Network International Holdings plc

Announcement of Offer Price

Following the announcement by Network International on 1 April 2019 of the offer price range and the publication of the Prospectus in connection with an initial public offer (the "IPO" or the "Offer"), Network International today announces the successful pricing of the Offer at 435 pence per Share (the "Offer Price").

Simon Haslam, Chief Executive Officer at Network International, said:

I am delighted that Network International will join the London Stock Exchange today through a Premium Listing on the Main Market, marking an exciting new stage in our journey. Over the past few weeks we have seen significant support from the investment community and I would like to take this opportunity to welcome our new shareholders, including Mastercard, onboard. I would also like to thank all our employees, whose hard work and dedication have got us to this point. I am confident that Network International is extremely well positioned for future growth with unique scale in the world's most underpenetrated payments markets. The Middle East and Africa are at an early stage in the shift from cash to digital payments and our new listing on the London Stock Exchange will enable all new shareholders to benefit from this structural growth opportunity. I look forward to updating the market on our progress later this year. 

Offer Highlights

·      The Offer Price has been set at 435 pence per Share.

·      On the basis of the Offer Price, the market capitalization of the Company at the commencement of conditional dealings will be £2,175 million, based on the number of Shares issued at the time of Admission.

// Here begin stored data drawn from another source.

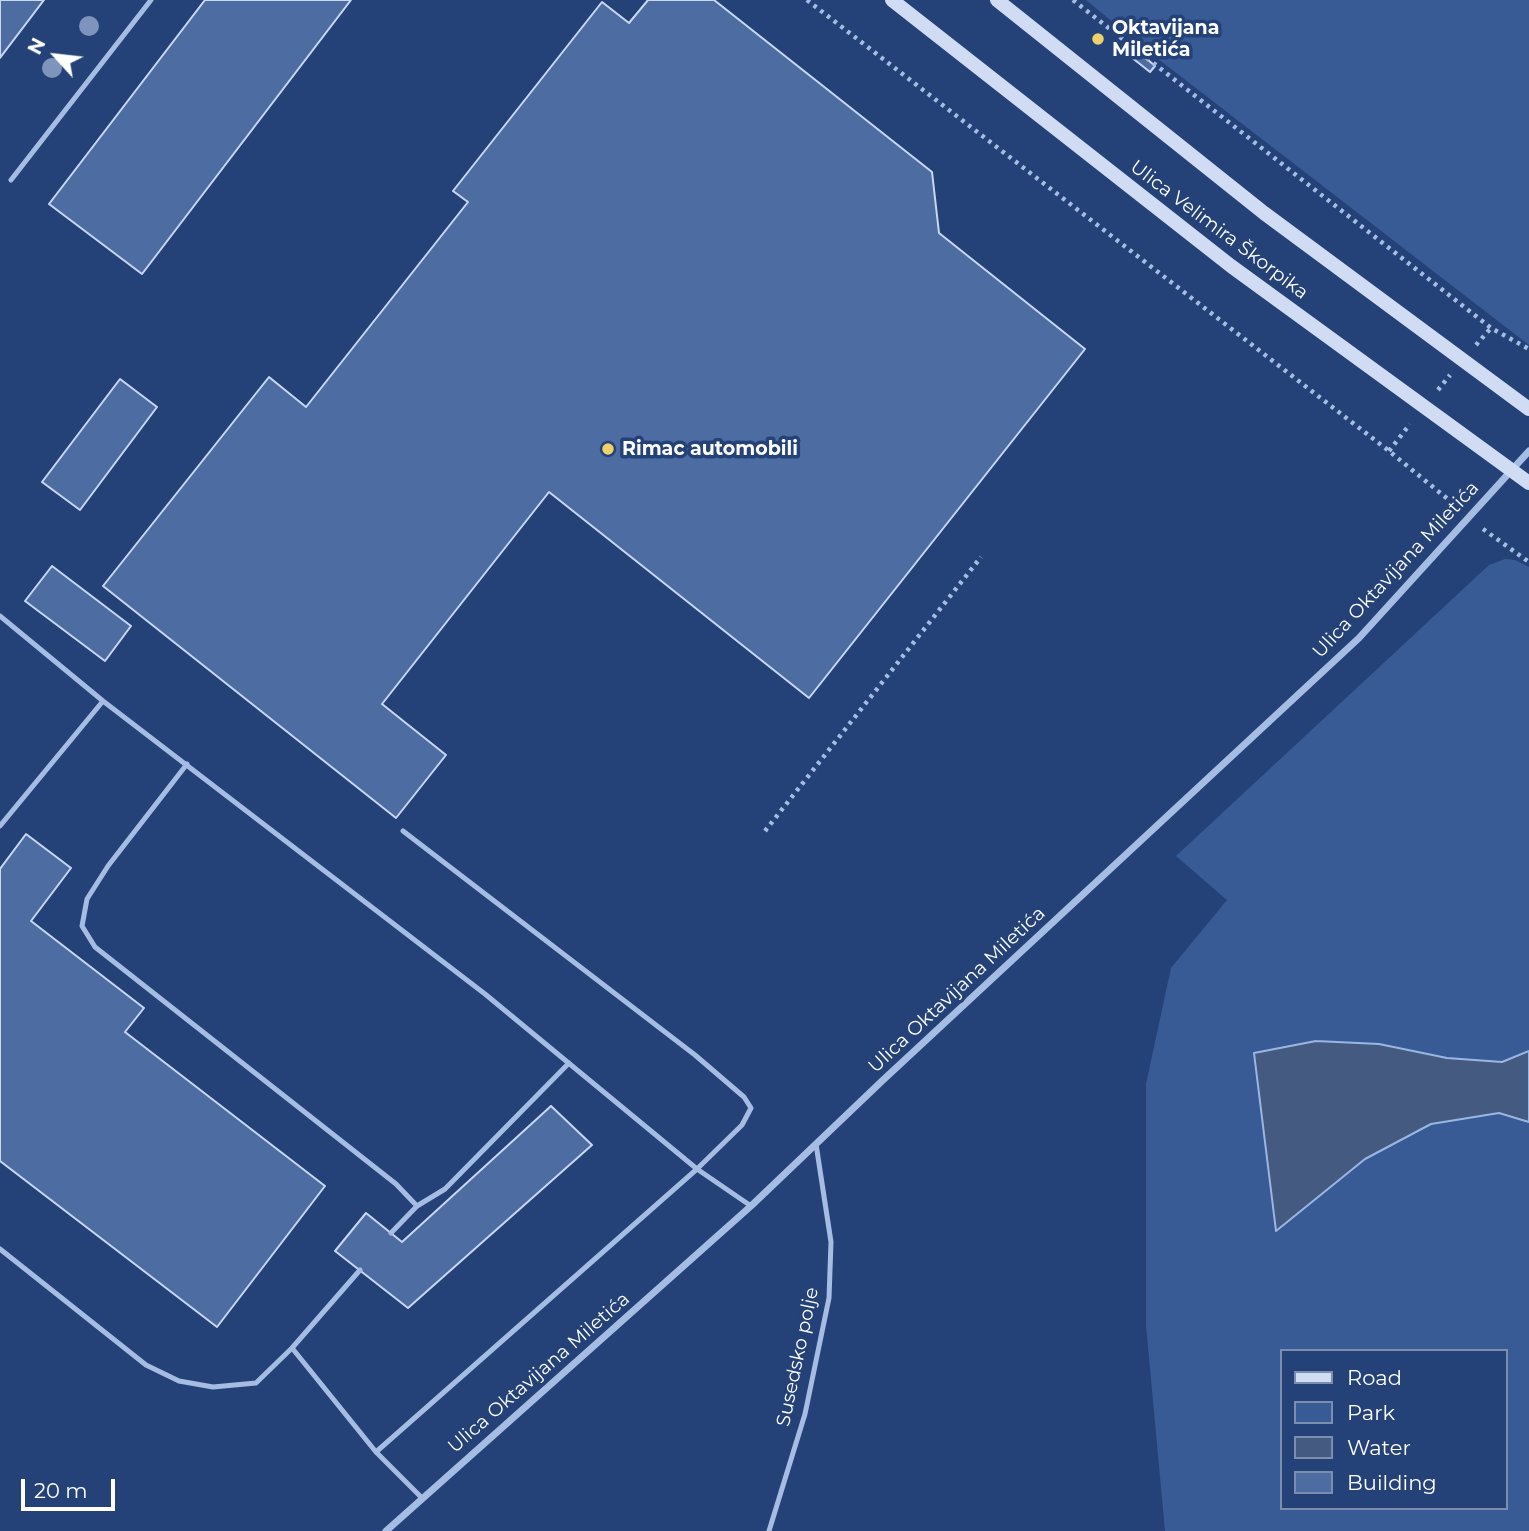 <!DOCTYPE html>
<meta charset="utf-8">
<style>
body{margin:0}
#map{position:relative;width:1529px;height:1531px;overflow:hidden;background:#244278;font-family:Montserrat,sans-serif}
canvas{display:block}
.legend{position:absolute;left:1280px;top:1349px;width:228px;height:161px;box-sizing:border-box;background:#244278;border:2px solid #7c8eae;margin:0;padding:9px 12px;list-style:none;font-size:21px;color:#fff}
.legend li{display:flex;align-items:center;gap:14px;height:35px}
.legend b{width:35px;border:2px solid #7c8eae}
.north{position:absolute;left:21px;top:21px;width:70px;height:70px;-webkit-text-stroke:5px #244278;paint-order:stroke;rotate:297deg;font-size:19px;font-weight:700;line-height:28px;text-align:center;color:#fff}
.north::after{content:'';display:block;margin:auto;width:24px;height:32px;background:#fff;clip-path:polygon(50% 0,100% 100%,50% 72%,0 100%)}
.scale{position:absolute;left:21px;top:1479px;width:94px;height:32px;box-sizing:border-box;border:4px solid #fff;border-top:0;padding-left:9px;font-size:21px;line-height:24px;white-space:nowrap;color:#fff;-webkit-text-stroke:5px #244278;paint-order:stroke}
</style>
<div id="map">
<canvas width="1529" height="1531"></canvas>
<ul class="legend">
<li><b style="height:9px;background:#cfdcf3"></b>Road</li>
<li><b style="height:19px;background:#385b95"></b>Park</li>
<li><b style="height:19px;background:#445a81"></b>Water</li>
<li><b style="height:19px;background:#4c6ca2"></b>Building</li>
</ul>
<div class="north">N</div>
<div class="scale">20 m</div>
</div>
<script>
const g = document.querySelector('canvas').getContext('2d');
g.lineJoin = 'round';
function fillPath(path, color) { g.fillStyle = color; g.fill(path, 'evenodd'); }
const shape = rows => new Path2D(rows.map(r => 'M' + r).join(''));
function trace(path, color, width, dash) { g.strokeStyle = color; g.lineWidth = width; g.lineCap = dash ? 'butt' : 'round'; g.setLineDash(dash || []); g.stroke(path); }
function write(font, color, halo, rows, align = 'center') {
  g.font = font + ' Montserrat,sans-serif'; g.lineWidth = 7; g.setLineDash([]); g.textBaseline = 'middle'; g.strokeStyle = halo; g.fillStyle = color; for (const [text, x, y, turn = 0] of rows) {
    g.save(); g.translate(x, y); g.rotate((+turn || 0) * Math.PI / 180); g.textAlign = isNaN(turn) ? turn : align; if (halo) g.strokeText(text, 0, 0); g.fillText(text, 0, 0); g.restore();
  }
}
fillPath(shape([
 [1086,0,1529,0,1529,345,1153,55],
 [1505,559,1515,560,1529,567,1529,1531,1165,1531,1146,1325,1146,1084,1171,968,1227,900,1176,856,1489,565],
 [1282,1351,1506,1351,1506,1508,1282,1508]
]), '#385b95');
const water = shape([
 [1316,1041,1379,1044,1447,1058,1502,1062,1529,1051,1529,1122,1499,1113,1431,1124,1365,1159,1276,1231,1254,1053,1316,1041]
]);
fillPath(water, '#445a81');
trace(water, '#9ab7e4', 2);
const building = shape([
 [0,0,44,0,0,58,0,0],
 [205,0,351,0,142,274,49,204,205,0],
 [648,0,714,0,932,172,939,233,1085,349,809,698,549,492,382,704,446,755,396,818,103,586,269,377,306,407,468,202,453,191,602,2,629,23,648,0],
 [1132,46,1155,66,1150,72,1126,53,1132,46],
 [120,379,157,407,80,510,42,482,120,379],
 [52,566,131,626,105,661,25,601,52,566],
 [26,834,71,868,31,921,144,1008,125,1032,325,1186,217,1327,0,1161,0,869,26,834],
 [551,1106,592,1145,408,1308,335,1251,366,1213,402,1242,551,1106]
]);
fillPath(building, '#4c6ca2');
trace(building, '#c8d8f3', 2);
trace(shape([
 [807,0,1389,451,1455,505],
 [1073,0,1491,328,1529,349],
 [1476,345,1491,328],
 [1438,390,1450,375],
 [1389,451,1410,424],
 [1483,529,1529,562],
 [765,831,981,557]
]), '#a6bde3', 4.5, [3.5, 5]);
trace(shape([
 [11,180,151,0],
 [0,616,103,701,485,994,697,1169,751,1206],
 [187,764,108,866,87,899,82,926,95,947,396,1184,417,1206],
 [0,826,103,701],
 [391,1233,417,1206,445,1189,569,1063],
 [0,1249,146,1365,179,1381,213,1387,256,1383,292,1348,376,1452,422,1498],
 [292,1348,360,1270],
 [376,1452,697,1169,742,1125,751,1108,744,1097,695,1055,403,831],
 [769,1531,805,1414,829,1298,831,1242,816,1144]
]), '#a6bde3', 5);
trace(shape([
 [386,1531,751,1206,882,1081,1359,638,1529,451]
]), '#a6bde3', 7);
trace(shape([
 [892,0,1231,266,1529,483],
 [997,0,1264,213,1529,409]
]), '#cfdcf3', 14);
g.fillStyle = '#7e94bc';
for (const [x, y] of [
 [89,26],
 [52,68]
]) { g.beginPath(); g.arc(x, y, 10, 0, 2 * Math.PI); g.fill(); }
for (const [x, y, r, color] of [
 [1098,39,7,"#edd16a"],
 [608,449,7,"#edd16a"]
]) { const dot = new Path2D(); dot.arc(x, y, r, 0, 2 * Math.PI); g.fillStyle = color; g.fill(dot); trace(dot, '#244278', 2.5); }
write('bold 19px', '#fff', '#244278', [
 ["Oktavijana",1112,28],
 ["Miletića",1112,50],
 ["Rimac automobili",622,449]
], 'left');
write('19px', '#fff', '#244278', [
 ["Ulica Velimira Škorpika",1219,230,37],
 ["Ulica Oktavijana Miletića",1396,570,-47],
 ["Ulica Oktavijana Miletića",957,990,-43],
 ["Susedsko polje",798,1357,-78],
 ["Ulica Oktavijana Miletića",539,1373,-41]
]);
</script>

·      The institutional offer comprises 200,000,000 Shares (assuming no exercise of the Over-allotment Option and excluding the Cornerstone Investment (each as defined below)) (the "Institutional Offer"), resulting in a free float of 40 per cent. of the Company's issued Shares at the time of Admission.

·      In addition, the Offer also comprises 49,950,000 Shares to be acquired by Mastercard Inc. ("Mastercard"), through a wholly-owned subsidiary, at the Offer Price as a cornerstone investor (the "Cornerstone Investment"), representing 9.99 per cent. of the Company's Shares at the time of Admission. Mastercard's Cornerstone Investment is subject to a 24-month lock-up period and a 36-month standstill not to acquire additional shares without Network International Board approval.

·      The Selling Shareholders have also granted Citigroup Global Markets Limited, as stabilising manager, an over-allotment option (the "Over-allotment Option") to purchase up to a maximum of 15 per cent. of the total number of Institutional Offer Shares (prior to the exercise of the Over-allotment Option and excluding the Cornerstone Investment).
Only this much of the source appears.